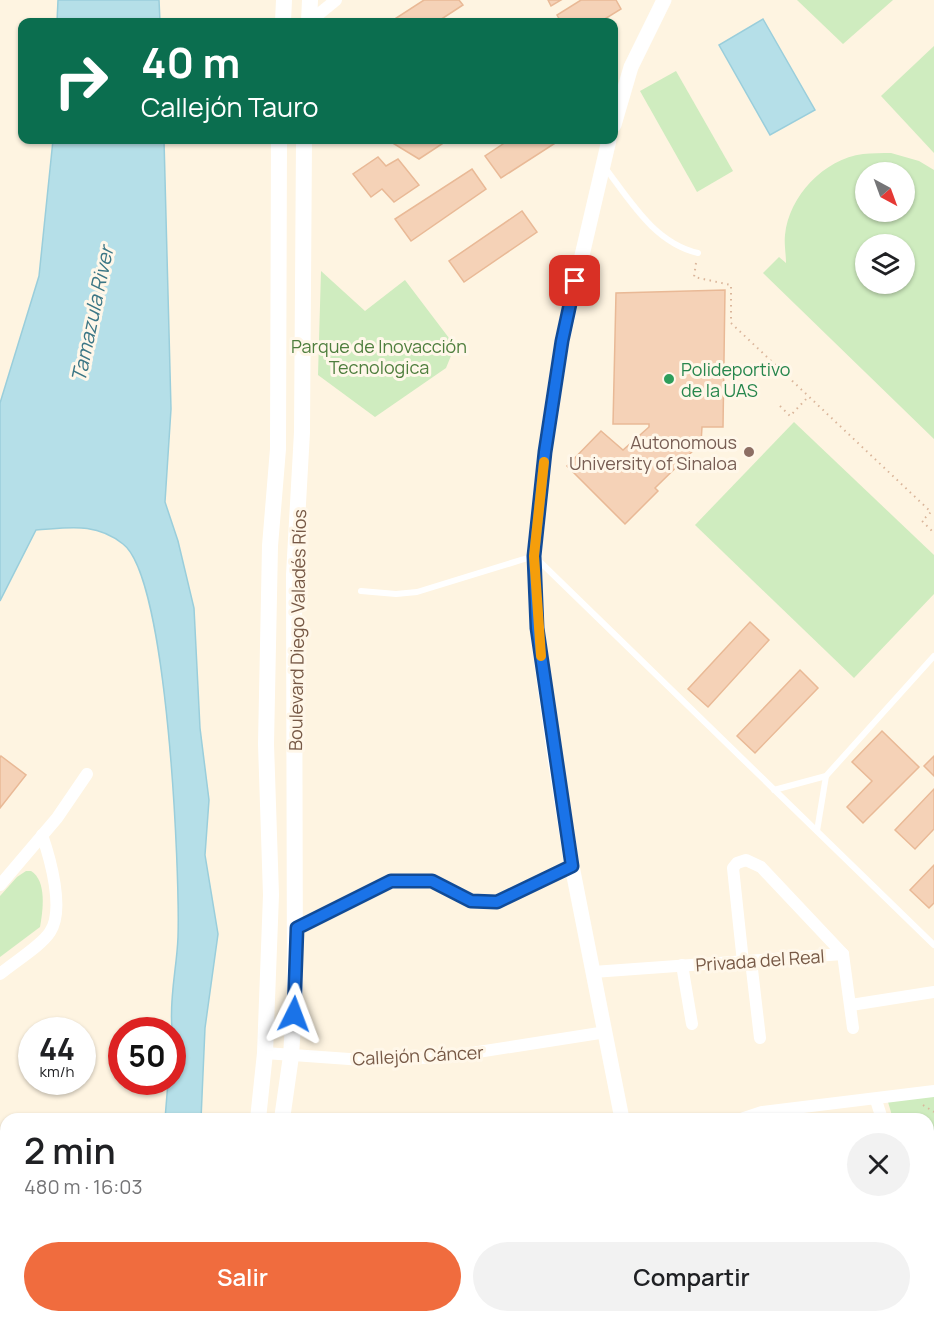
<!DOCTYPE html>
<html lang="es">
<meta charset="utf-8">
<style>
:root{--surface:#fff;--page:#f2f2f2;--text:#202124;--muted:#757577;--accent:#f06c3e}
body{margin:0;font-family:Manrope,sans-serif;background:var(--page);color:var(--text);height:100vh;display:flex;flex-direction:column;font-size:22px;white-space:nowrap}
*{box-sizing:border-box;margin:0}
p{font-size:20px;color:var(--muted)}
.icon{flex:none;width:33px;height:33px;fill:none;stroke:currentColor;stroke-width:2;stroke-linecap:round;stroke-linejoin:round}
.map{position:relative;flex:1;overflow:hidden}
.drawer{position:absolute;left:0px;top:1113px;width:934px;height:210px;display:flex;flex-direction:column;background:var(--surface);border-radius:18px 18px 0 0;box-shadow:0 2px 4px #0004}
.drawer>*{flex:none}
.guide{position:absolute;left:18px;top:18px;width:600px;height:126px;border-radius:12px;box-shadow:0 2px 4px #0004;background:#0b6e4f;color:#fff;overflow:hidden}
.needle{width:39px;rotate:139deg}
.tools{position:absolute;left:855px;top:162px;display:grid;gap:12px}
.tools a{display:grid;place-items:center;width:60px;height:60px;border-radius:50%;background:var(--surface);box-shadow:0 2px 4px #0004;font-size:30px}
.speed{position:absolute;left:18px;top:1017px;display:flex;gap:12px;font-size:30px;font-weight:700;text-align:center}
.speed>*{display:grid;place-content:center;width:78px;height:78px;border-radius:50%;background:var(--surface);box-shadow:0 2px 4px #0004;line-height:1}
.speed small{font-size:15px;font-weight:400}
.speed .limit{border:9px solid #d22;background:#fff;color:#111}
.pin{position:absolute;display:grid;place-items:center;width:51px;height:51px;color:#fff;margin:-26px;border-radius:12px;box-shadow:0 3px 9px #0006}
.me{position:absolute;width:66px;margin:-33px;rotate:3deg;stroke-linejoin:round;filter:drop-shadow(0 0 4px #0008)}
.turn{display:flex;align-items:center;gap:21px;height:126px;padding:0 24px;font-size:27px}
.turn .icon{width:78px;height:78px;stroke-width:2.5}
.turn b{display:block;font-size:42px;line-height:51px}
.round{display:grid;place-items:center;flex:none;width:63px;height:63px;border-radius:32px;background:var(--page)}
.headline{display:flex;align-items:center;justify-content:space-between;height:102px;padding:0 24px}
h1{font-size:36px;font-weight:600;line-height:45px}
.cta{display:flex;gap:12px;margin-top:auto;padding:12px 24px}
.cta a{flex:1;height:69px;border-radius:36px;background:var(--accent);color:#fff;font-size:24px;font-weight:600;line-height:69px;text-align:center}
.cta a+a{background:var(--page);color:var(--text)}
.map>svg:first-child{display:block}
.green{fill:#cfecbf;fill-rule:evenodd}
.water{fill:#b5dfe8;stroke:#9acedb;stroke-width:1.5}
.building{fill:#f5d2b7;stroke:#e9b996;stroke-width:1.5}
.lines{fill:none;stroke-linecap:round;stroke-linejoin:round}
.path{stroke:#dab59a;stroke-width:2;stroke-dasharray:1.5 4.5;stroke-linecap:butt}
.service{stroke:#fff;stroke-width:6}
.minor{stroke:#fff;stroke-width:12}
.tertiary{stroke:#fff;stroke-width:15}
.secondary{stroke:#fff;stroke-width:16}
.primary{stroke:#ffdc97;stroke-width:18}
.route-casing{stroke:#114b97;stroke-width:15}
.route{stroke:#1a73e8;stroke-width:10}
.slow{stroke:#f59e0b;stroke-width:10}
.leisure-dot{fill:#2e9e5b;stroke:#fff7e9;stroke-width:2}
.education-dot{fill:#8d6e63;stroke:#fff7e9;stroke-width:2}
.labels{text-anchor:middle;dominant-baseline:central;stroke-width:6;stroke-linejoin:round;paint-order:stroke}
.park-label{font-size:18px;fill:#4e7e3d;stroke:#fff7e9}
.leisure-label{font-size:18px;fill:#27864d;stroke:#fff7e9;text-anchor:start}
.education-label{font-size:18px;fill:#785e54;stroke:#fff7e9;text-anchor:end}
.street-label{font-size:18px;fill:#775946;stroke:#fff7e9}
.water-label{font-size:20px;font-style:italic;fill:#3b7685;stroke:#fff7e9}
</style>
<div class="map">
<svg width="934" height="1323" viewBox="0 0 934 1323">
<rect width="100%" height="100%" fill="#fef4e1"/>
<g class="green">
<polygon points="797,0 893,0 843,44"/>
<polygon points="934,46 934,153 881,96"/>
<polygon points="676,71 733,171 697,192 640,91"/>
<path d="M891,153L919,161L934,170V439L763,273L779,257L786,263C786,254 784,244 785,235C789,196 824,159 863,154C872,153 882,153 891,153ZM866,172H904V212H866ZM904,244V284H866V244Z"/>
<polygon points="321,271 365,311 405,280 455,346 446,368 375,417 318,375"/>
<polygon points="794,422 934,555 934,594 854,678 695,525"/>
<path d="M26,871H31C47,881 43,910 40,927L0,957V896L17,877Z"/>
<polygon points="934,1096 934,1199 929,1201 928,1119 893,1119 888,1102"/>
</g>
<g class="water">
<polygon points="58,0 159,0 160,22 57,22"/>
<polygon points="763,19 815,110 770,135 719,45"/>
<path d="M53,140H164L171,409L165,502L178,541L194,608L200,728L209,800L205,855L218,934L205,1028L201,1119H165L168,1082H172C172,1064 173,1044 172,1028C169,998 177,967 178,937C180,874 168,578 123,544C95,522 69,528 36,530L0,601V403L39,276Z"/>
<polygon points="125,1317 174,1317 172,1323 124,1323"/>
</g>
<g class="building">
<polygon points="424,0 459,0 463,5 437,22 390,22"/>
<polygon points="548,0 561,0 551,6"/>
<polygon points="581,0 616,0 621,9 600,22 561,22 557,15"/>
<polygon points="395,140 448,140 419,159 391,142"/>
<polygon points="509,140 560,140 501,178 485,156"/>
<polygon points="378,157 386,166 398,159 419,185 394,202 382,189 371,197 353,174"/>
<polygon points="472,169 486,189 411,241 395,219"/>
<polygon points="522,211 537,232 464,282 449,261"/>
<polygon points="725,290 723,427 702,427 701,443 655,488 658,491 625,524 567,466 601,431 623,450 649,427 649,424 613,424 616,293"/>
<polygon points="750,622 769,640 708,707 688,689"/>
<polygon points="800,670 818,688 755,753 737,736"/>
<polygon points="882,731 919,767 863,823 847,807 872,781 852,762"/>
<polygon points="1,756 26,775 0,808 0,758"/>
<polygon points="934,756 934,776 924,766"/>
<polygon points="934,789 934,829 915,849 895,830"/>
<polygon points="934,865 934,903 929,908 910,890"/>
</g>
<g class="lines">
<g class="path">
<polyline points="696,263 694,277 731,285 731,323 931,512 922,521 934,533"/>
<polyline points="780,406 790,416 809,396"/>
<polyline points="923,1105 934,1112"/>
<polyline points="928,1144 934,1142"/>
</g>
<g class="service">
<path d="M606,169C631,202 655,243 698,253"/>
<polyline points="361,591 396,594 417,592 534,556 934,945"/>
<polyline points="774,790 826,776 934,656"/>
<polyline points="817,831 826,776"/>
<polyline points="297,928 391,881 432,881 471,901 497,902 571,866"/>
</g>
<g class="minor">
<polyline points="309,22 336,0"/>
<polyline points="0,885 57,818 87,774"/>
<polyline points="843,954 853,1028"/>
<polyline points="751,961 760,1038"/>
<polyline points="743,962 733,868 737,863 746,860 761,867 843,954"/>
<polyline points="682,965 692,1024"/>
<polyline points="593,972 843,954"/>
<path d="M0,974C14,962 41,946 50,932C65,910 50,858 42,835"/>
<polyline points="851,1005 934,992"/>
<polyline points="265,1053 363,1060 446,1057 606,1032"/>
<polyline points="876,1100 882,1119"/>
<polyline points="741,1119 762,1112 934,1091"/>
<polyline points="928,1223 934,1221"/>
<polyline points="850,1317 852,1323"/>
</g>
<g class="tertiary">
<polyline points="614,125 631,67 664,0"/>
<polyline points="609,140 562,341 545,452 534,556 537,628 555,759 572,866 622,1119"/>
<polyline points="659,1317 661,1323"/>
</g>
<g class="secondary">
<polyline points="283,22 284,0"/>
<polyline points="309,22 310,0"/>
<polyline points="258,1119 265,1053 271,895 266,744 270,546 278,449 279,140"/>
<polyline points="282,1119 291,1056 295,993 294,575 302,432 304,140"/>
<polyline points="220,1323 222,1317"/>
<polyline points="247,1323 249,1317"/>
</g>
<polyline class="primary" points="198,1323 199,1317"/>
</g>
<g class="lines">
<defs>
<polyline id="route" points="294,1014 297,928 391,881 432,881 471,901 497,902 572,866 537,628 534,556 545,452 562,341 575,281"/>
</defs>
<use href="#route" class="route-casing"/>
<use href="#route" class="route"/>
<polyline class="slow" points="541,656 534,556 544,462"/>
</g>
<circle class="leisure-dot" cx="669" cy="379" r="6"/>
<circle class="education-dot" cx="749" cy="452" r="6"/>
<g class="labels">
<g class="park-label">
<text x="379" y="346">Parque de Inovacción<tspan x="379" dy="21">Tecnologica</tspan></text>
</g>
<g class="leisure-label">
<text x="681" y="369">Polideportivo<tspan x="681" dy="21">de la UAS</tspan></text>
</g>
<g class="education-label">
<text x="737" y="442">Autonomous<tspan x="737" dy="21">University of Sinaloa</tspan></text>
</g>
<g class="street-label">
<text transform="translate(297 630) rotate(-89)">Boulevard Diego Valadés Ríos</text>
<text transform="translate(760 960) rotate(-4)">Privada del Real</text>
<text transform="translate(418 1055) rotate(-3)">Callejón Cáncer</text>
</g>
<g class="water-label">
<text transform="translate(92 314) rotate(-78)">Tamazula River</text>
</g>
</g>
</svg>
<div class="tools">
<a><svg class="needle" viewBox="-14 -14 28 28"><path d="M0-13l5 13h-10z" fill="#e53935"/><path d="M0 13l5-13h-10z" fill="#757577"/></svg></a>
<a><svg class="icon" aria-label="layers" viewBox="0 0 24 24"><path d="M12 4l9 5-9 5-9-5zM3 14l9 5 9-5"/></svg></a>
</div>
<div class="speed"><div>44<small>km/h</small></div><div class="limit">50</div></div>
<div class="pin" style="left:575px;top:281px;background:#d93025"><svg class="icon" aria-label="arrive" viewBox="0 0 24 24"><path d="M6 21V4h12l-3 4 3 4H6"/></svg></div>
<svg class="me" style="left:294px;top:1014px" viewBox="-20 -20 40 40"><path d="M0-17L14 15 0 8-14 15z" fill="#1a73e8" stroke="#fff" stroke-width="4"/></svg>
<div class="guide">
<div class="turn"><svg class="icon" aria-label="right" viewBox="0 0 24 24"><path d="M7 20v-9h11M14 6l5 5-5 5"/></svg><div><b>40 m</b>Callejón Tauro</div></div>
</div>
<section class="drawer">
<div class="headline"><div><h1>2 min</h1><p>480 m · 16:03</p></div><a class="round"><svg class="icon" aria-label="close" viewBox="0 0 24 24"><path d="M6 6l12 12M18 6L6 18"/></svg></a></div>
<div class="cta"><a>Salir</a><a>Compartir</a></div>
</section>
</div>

◆ ◆ ◆ ◆ ◆ ◆ ◆

**PROMPT:** Among the entries, how many lines include the word "linecap"? Answer with a single number and nothing further.

**RESULT OF THE TASK:** 3